[Records drawn from a dataset]

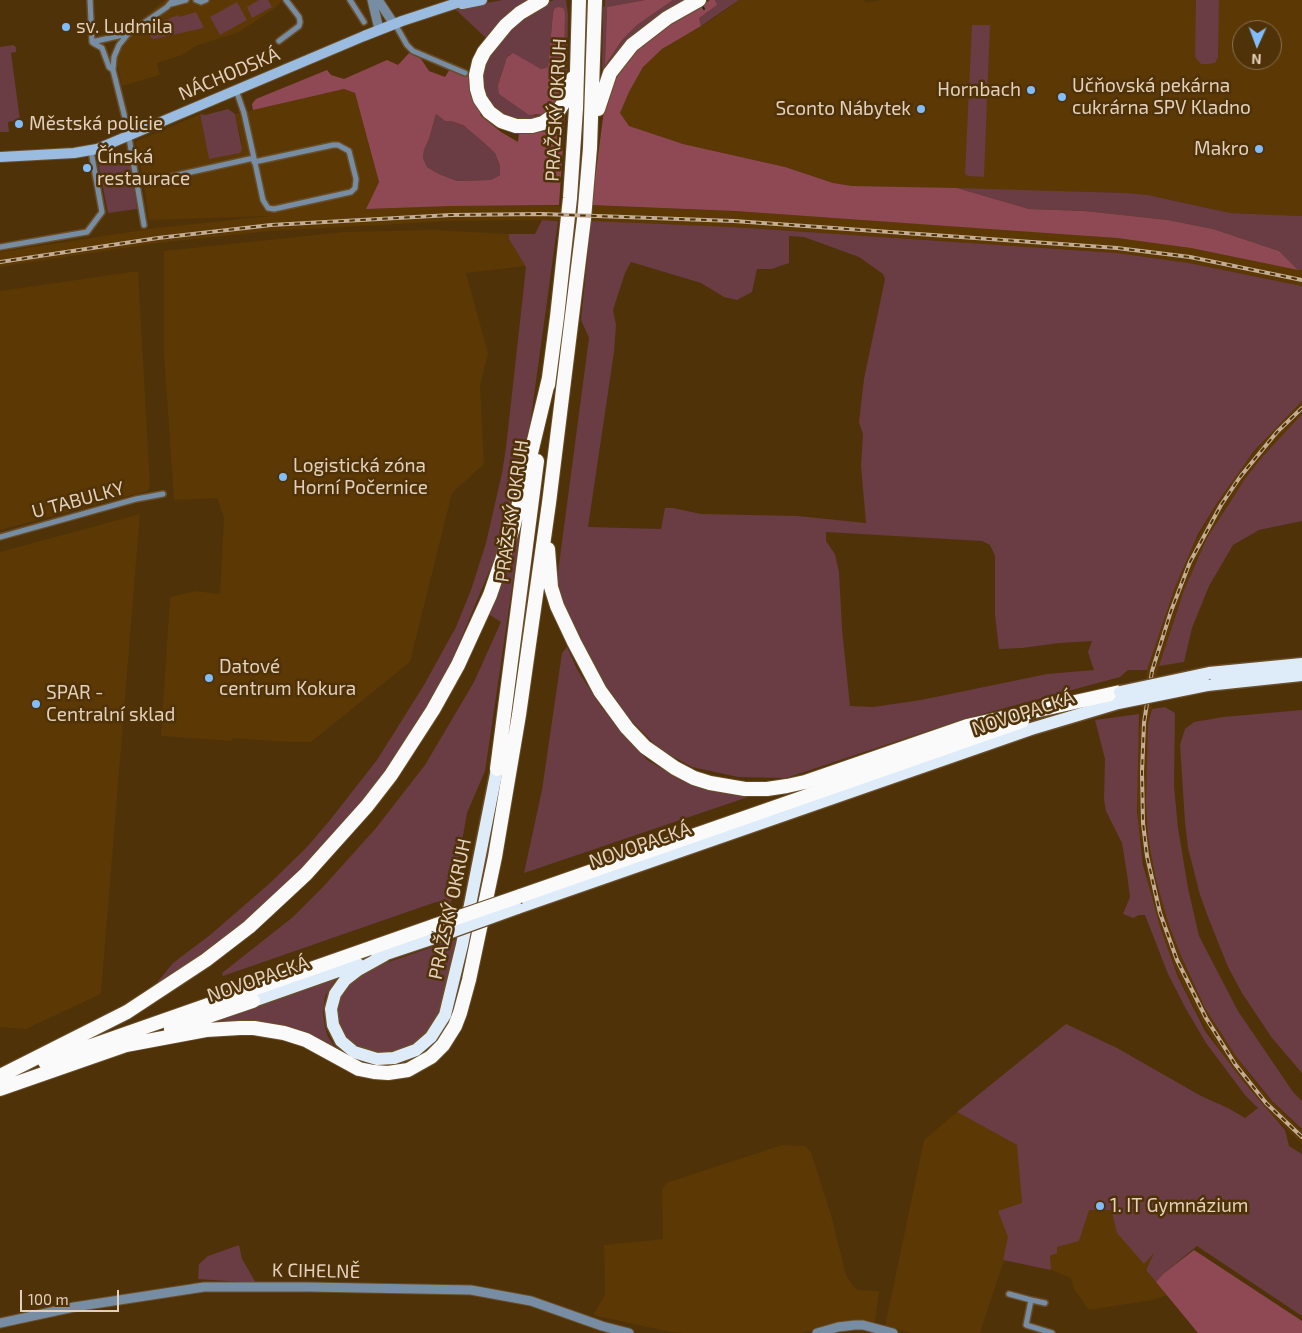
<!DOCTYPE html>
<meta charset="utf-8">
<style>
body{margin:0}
#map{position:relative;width:1302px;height:1333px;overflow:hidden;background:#4f3208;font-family:"Exo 2",sans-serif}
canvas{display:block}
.north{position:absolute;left:1232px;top:20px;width:50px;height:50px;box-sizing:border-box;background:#4f3208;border:1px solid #8a7150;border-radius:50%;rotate:182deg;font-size:14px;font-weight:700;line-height:20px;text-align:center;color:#e3d0bc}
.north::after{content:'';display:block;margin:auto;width:18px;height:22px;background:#81bdfa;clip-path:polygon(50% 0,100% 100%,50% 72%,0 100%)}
.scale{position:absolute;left:20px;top:1290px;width:99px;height:22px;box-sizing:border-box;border:2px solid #e3d0bc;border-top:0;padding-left:6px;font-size:15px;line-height:18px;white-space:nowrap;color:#e3d0bc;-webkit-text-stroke:4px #4f3208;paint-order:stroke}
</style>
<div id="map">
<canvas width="1302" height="1333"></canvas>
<div class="north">N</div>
<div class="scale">100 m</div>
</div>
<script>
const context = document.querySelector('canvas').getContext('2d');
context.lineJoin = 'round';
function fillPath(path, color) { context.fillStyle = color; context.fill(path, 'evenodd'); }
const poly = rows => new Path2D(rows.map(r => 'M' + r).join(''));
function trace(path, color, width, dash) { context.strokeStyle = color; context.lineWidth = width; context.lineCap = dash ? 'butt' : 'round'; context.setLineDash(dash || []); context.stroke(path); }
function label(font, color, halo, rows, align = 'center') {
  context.font = font + ' "Exo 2",sans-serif'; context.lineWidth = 5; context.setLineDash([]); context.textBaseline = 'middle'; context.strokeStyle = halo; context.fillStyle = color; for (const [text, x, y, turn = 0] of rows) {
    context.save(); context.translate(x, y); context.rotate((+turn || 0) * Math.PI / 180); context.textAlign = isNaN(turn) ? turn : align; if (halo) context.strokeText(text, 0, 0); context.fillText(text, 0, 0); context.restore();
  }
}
fillPath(poly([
 [165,0,281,0,281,2,275,8,239,32,196,46,182,55,157,63,160,75,122,86,117,63,119,49,124,42,133,33,133,26],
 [739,0,862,0,868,2,881,0,1302,0,1302,216,1230,213,1148,195,1127,193,852,186,833,183,785,167,683,144,629,126,620,113,629,92,643,67,662,49,713,19],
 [1242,30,1272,30,1272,60,1242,60],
 [345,89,355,93,379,182,366,209,451,206,608,206,735,211,1072,234,1144,241,1191,248,1302,270,1302,286,1189,263,1117,253,734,227,542,220,452,221,271,231,158,243,0,267,0,252,156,228,269,216,149,220,143,178,135,142,200,114,209,159,242,143,235,114],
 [433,230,509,234,509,239,526,266,466,273,488,353,480,385,484,464,452,493,410,662,311,742,289,742,233,738,232,741,161,736,170,597,196,591,220,594,224,518,217,498,174,500,164,355,164,251,344,232],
 [138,271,150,484,148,491,0,530,0,291],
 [1302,401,1302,414,1262,457,1244,480,1225,508,1195,564,1176,613,1157,673,1149,724,1147,772,1148,822,1158,887,1165,912,1182,959,1200,998,1225,1040,1254,1081,1270,1100,1302,1131,1302,1144,1263,1106,1231,1067,1202,1021,1181,981,1164,940,1149,889,1138,823,1137,797,1137,746,1147,670,1166,610,1185,560,1217,503,1236,474,1274,429],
 [140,514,101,994,26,1029,0,1027,0,552],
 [957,1112,1017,1145,1092,1137,1185,1212,1155,1251,1146,1270,1167,1295,1152,1300,1089,1310,1074,1289,1071,1278,1051,1270,1004,1260,980,1333,913,1333,885,1326,924,1140],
 [782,1145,805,1146,811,1152,831,1215,846,1275,853,1286,858,1290,879,1291,875,1322,855,1319,800,1333,683,1333,670,1332,593,1315,605,1295,604,1245,663,1239,662,1191,666,1183]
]), '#5b3804');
fillPath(poly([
 [259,0,268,0,272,7,252,18,247,7],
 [502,0,533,0,487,39,455,9],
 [554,0,566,0,568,14,567,80,554,110,532,122,511,120,496,112,485,96,481,72,490,53,519,21,544,4],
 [562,8,565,12,564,79,550,110,535,116,498,85,507,57,510,54,541,69,548,67,553,12,554,9],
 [605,0,645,0,607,7,605,64,622,40,637,25,673,0,685,0,605,69,602,69,603,7,605,6],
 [715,0,739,0,701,26,698,18,716,5],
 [1196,0,1219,0,1218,57,1215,63,1209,64,1201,64,1195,57],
 [237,2,247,20,220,35,210,17],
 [196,12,204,28,154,39,151,38,147,28,149,27,178,15,179,17],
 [972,25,990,25,984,177,968,176,965,174],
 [13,45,16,47,16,52,11,53,20,120,8,122,9,132,0,132,0,47],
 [228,109,235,114,242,149,240,153,209,159,200,114,205,115],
 [436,114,445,121,451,121,463,125,483,142,495,153,500,166,500,175,491,180,457,181,439,174,427,167,423,158,424,150,429,139],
 [562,115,565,116,563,146,562,142,551,133,535,131],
 [119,154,126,156,130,163,137,209,108,213,98,162],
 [957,188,1127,193,1148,195,1230,213,1302,216,1302,270,1298,270,1279,251,1213,229,1168,220,1085,211,1029,209],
 [542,220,558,221,529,432,509,524,452,660,425,711,375,785,323,847,253,917,202,957,155,985,173,963,210,935,269,884,307,847,330,820,377,760,424,685,456,627,471,590,486,543,502,473,506,448,526,267,509,239,509,234,535,234],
 [591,221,734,227,1117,253,1189,263,1302,286,1302,401,1254,451,1217,503,1198,534,1175,587,1147,670,1128,670,1120,677,964,719,786,778,738,777,692,767,659,749,629,718,603,684,571,623,556,587,589,338,581,320],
 [789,236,804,237,859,257,883,274,885,279,864,379,859,422,863,434,861,466,866,523,797,516,701,514,673,508,665,508,661,529,588,527,614,352,616,325,613,310,625,273,631,262,701,283,724,297,737,300,752,292,757,269,772,269,789,263],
 [826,532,982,541,990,545,995,556,995,615,999,649,1022,648,1059,643,1092,641,1088,652,1094,670,1047,674,921,700,873,707,850,706,842,629,839,572,835,554,826,541],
 [1302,414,1302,521,1259,530,1233,545,1209,586,1192,628,1184,662,1159,666,1184,590,1207,538,1244,480,1262,457],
 [522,520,485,771,467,813,451,903,436,902,223,976,222,973,293,917,323,887,376,828,425,765,474,682,501,622,488,614],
 [567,647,578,671,602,708,647,760,679,778,705,787,757,794,524,873,542,790,562,653],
 [1165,707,1175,713,1174,786,1178,828,1188,888,1199,936,1238,1011,1293,1092,1302,1101,1302,1129,1272,1101,1235,1055,1205,1008,1181,956,1168,922,1156,880,1148,837,1146,801,1148,724,1152,709],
 [1302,710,1302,1073,1272,1038,1242,993,1228,967,1208,917,1200,895,1188,848,1185,822,1180,745,1185,729,1194,722,1223,717],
 [1139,714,1137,811,1143,865,1161,930,1178,977,1205,1031,1243,1081,1285,1130,1289,1146,1302,1154,1302,1316,1197,1246,1163,1274,1156,1282,1146,1270,1154,1253,1144,1264,1117,1233,1111,1210,1089,1210,1079,1241,1057,1247,1057,1253,1050,1256,1051,1270,1003,1260,1008,1237,998,1211,1022,1203,1017,1145,957,1112,1066,1024,1117,1048,1201,1096,1228,1108,1245,1118,1258,1108,1245,1095,1206,1043,1186,1009,1168,974,1145,915,1139,915,1133,918,1123,914,1130,897,1127,874,1122,843,1106,811,1104,800,1105,759,1095,720],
 [456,939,440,1016,432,1032,404,1052,364,1054,339,1032,336,1007,341,991,368,969],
 [336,979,325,996,323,1012,325,1028,328,1037,338,1051,215,1024,214,1022],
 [239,1245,242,1259,256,1283,198,1279,199,1264,208,1256]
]), '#6a3c43');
fillPath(poly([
 [645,0,673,0,637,25,622,40,605,65,607,7],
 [710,0,715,0,717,5,699,18,701,26,662,49,643,67,629,92,620,113,629,126,683,144,785,167,833,183,852,186,957,188,1029,209,1085,211,1168,220,1213,229,1279,251,1298,270,1191,248,1117,238,735,211,590,205,596,172,604,110,612,85,619,73,638,49,653,36],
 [558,7,563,8,565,12,564,79,562,91,550,110,542,114,529,115,499,94,498,85,507,57,513,53,541,69,548,67,553,13,554,9],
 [409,53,421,59,429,71,445,77,450,69,471,75,483,113,480,115,501,132,518,142,519,132,535,131,551,133,559,138,563,146,559,205,451,206,366,209,379,182,355,93,344,89,253,110,252,104,256,99,327,70,331,75,344,79,387,60,398,65],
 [436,114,445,121,451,121,463,125,483,142,495,153,500,166,500,175,491,180,457,181,439,174,427,167,423,158,424,150,429,139],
 [1194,1250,1302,1321,1302,1333,1198,1333,1156,1282,1163,1274]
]), '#8f4955');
trace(poly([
 [703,7,704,9]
]), '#192c00', 2);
const minor = poly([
 [90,0,92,42,127,34],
 [196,0,201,2,206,0],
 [350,0,364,22],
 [171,4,186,0],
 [395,24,407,45,413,51,465,73],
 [279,41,299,26,300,22,299,17,286,0],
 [93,43,102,48,109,67,113,70],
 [254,158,263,200,268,208,274,209,351,192,355,188,356,179,349,151,338,145,333,145,254,162],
 [165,181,173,176,254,158,244,113,236,90],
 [144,225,127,126,113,70,114,57,119,45,128,34,167,7,173,0],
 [0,247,87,232,102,212,91,151],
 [0,537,136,499,163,494],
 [1009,1294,1031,1300,1026,1325,1052,1333],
 [1031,1300,1045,1303]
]);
const tertiary = poly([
 [372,0,379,29],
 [378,0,394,24],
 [0,1323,74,1307,204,1287,308,1287,471,1290,531,1301,602,1326,629,1333],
 [817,1333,838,1327,855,1325,863,1325,893,1333]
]);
const secondary = poly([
 [462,4,482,0],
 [0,157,74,153,97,149,364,36,402,21,466,0]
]);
const trunk = poly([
 [1209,673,1302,664],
 [1207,685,1302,675],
 [517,908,1031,729,1118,703],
 [385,955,358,970,345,980,335,994,331,1009,333,1025,341,1041,354,1052,377,1059,394,1058,416,1050,431,1037,445,1015,462,945,497,769],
 [377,957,434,938],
 [253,1001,358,964]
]);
const motorway = poly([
 [542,0,520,13,506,25,484,52,479,62,476,75,477,89,480,99,489,112,501,121,516,126,532,126,543,123,557,113,564,102,573,78],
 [598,109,610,73,632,45,667,18,699,0],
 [548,385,557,317,570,198,576,108,579,0],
 [548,549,551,587,557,606,574,642,600,691,627,728,645,747,675,768,694,778,710,783,745,789,767,789,787,786,805,782,967,726,1120,692],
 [497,769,537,461],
 [520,896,1022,721],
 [171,1029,253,1001],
 [126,1045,206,1030,240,1028,254,1028,284,1033,306,1040,359,1069,374,1072,388,1073,408,1070,431,1057,443,1045,455,1026,460,1013,469,980,495,857,519,715,549,503,584,219,590,148,595,0],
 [45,1062,436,925],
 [0,1076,127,1012,206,960,249,927,306,874,367,806,391,775,433,710,458,665,490,595,513,528,549,378],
 [0,1089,135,1042]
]);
trace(minor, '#6a4e28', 8);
trace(tertiary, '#6a4e28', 11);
trace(secondary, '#6a4e28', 12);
trace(trunk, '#6a4e28', 15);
trace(motorway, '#6a4e28', 16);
trace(minor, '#778da4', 5);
trace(tertiary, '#778da4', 9);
trace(secondary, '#99bce0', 10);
trace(trunk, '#deecfa', 12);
trace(motorway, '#fafafa', 14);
const rail = poly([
 [0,262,158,238,271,225,451,215,542,214,734,221,1117,248,1190,257,1302,280],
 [1302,408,1277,432,1240,477,1221,505,1190,562,1171,611,1152,671,1144,723,1142,772,1143,823,1147,856,1160,913,1177,960,1206,1018,1235,1064,1266,1103,1302,1137]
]);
trace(rail, '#c3ad95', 4);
trace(rail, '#4f3208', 2, [5.5]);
const trunkBridge = poly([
 [1120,692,1209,673],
 [1118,703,1207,685],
 [434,938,517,908]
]);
const motorwayBridge = poly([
 [436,925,520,896]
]);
trace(trunkBridge, '#6a4e28', 15, []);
trace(motorwayBridge, '#6a4e28', 16, []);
trace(trunkBridge, '#deecfa', 12);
trace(motorwayBridge, '#fafafa', 14);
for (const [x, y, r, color] of [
 [66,27,5,"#81bdfa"],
 [1031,90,5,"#81bdfa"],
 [1062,97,5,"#81bdfa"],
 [921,109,5,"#81bdfa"],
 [19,124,5,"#81bdfa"],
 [1259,149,5,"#81bdfa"],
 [87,168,5,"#81bdfa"],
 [283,477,5,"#81bdfa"],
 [209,678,5,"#81bdfa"],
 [36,704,5,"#81bdfa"],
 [1100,1206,5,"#81bdfa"]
]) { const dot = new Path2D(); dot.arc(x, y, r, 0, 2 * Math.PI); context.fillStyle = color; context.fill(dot); trace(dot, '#4f3208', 2); }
label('19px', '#e3d0bc', '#4f3208', [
 ["sv. Ludmila",76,27],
 ["Učňovská pekárna",1072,86],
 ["cukrárna SPV Kladno",1072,108],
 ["Hornbach",1021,90,"right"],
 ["Sconto Nábytek",911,109,"right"],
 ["Městská policie",29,124],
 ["Makro",1249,149,"right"],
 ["Čínská",97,157],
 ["restaurace",97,179],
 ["Logistická zóna",293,466],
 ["Horní Počernice",293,488],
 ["Datové",219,667],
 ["centrum Kokura",219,689],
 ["SPAR -",46,693],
 ["Centralní sklad",46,715],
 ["1. IT Gymnázium",1110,1206]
], 'left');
label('19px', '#e3d0bc', '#4f3208', [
 ["NÁCHODSKÁ",229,74,-23],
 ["PRAŽSKÝ OKRUH",556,110,-87],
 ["U TABULKY",78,500,-15],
 ["PRAŽSKÝ OKRUH",512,511,-82],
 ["NOVOPACKÁ",1023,713,-18],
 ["NOVOPACKÁ",640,845,-19],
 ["PRAŽSKÝ OKRUH",450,909,-78],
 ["NOVOPACKÁ",258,979,-19],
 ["K CIHELNĚ",316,1271,1]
]);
</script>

**WORK REQUEST**
How many lines in the records contain the word "center"? Reply with that number only.

**RESULT OF THIS EXERCISE**
2